Currently at the University of Pennsylvania, researchers have developed a synthetic gene that has shown to repair and strengthen muscles in rat and thus has possible human applications (Holland 94). This research is being done in hopes of curing immobility of the elderly or muscular dystrophy. Like with any research there are alternative and not as altruistic motives for which the research can be used, and so it is easy to imagine that professional athletes would capitalize on this technology. But if there were no ill effects, unlike with steroids, and it was widely available, then logically the genetic enhancement should not be banned (Holland 94). However this leave us with athletes who were already gifted with above normal strength now possessing superhuman strength. Sandel reasons that there is not an unfair advantage because the genetic enhancement just augment an athletes naturally endowed ability (Holland 94). Thus it cannot be said that enhanced genetic differences undermines fairness unless natural genetic differences also undermines fairness.

Hollywood’s Portrayal:

Let’s consider two different films, both about superheroes: Captain America and Arrow. Both successfully use genetic enhancement  for strength; however, the result and long term implications are drastically different. In Captain America, the scrawny 90-lbs Steve Rogers is pumped full of drugs and put in a machine which permanently transformed him into a brawny 200-lb man of pure-muscle. As the film tells, scientists, part of the secret division of the Army, were seeking to create a “super-soldier” and Rogers was their test subject. Rogers uses his newfound abilities for and intrinsic bravery to risk his life to try and save the day. Rogers is a morally uplifting “good guy.”  On the other hand, in the TV show Arrow, Cyrus Gold is injected with a serum that alters his DNA sequence to result in enhanced strength, durability, and stamina. Gold is evil and seeking revenge, for he is stealing and kidnapping people in order to make a group of super-villains like himself. Gold is a killer and definitely not someone who you want on your bad side. The videos below demonstrate the two ends of the spectrum that Hollywood has on muscle enhancement. It is clear to me that Hollywood, like the rest of the world, is not sure if it is morally sound to enhance humans, for it seems to depend on the intentional, moral, and true nature of the person being enhanced.

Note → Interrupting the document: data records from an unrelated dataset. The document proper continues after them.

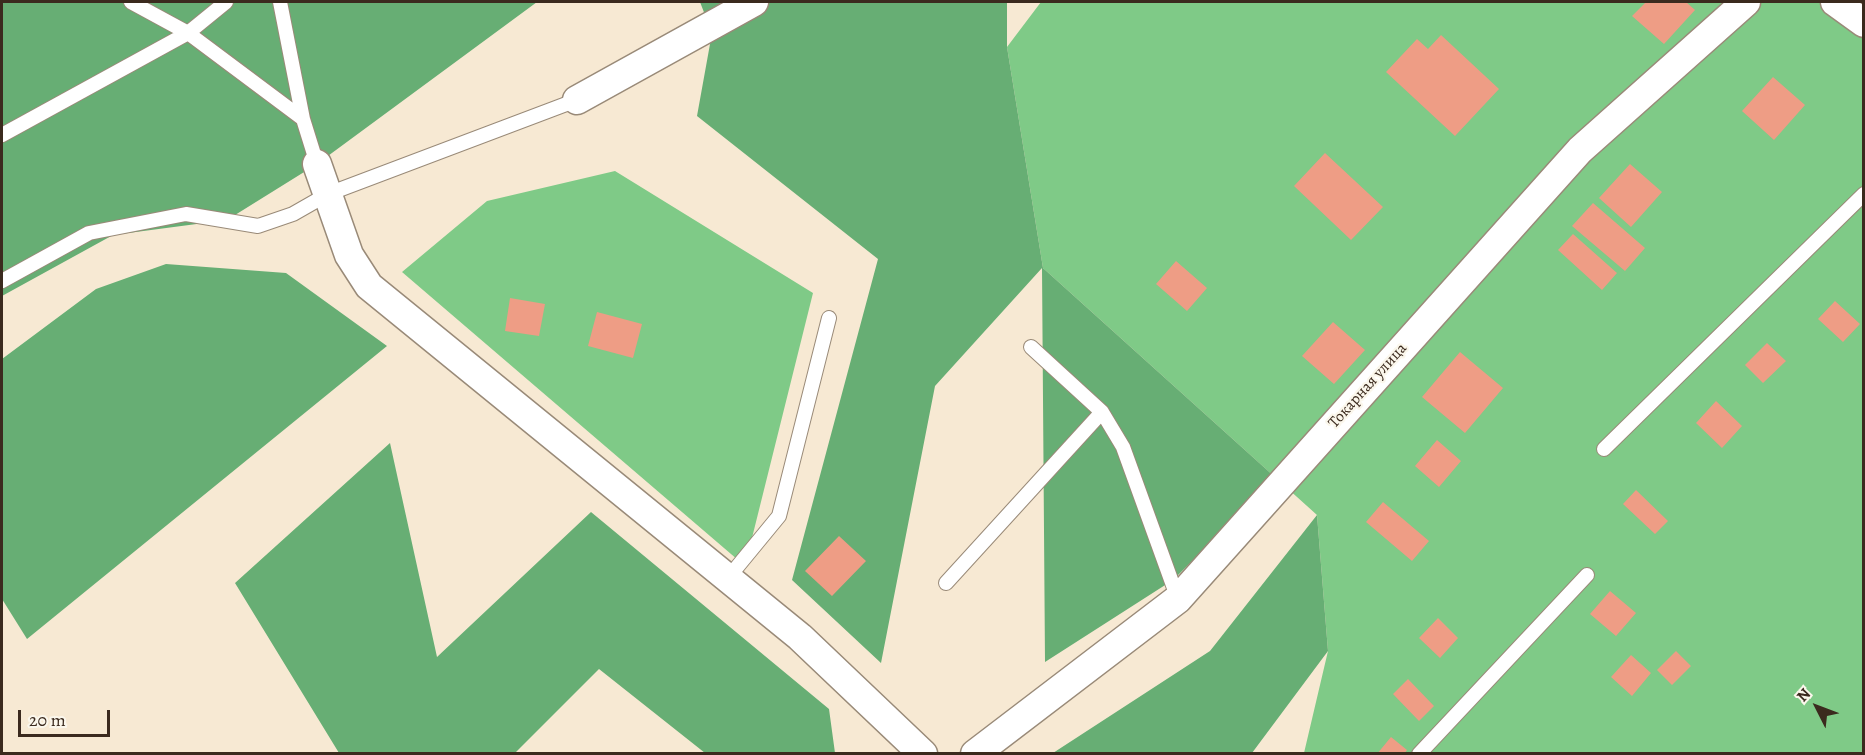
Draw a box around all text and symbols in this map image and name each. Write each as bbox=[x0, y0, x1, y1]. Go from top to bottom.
street label: Токарная улица bbox=[1325, 339, 1411, 433]
north arrow bbox=[1787, 677, 1847, 737]
text: N bbox=[1792, 683, 1816, 707]
scale bar bbox=[21, 698, 112, 736]
text: 20 m bbox=[29, 708, 66, 732]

So should we only let the “good guys” be enhanced? And what if they become “evil killers”?  Who gets to judge who and what makes a good person versus a bad person?

Captain America scene: http://www.youtube.com/watch?v=ijrtROGpqJ8

Arrow scene: http://www.youtube.com/watch?v=sfmrdbU3AoM

Sources:

Mone, Gregory. “Muscles in a Vial: Can a Single Shot Turn You Into Captain America?” LiveScience. TechMedia Network, 23 July 2011. Web. 02 Feb. 2014.

Sandel, Michael J. “The Case Against Perfection: What’s Wrong with Designer Children, Bionic Athletes, and Genetic Engineering.” Arguing About Bioethics. Ed. Stephen Holland. London:   Routledge, 2012. 93-104. Print.

“Wikia.” Arrow Wiki. N.p., n.d. Web. 02 Feb. 2014.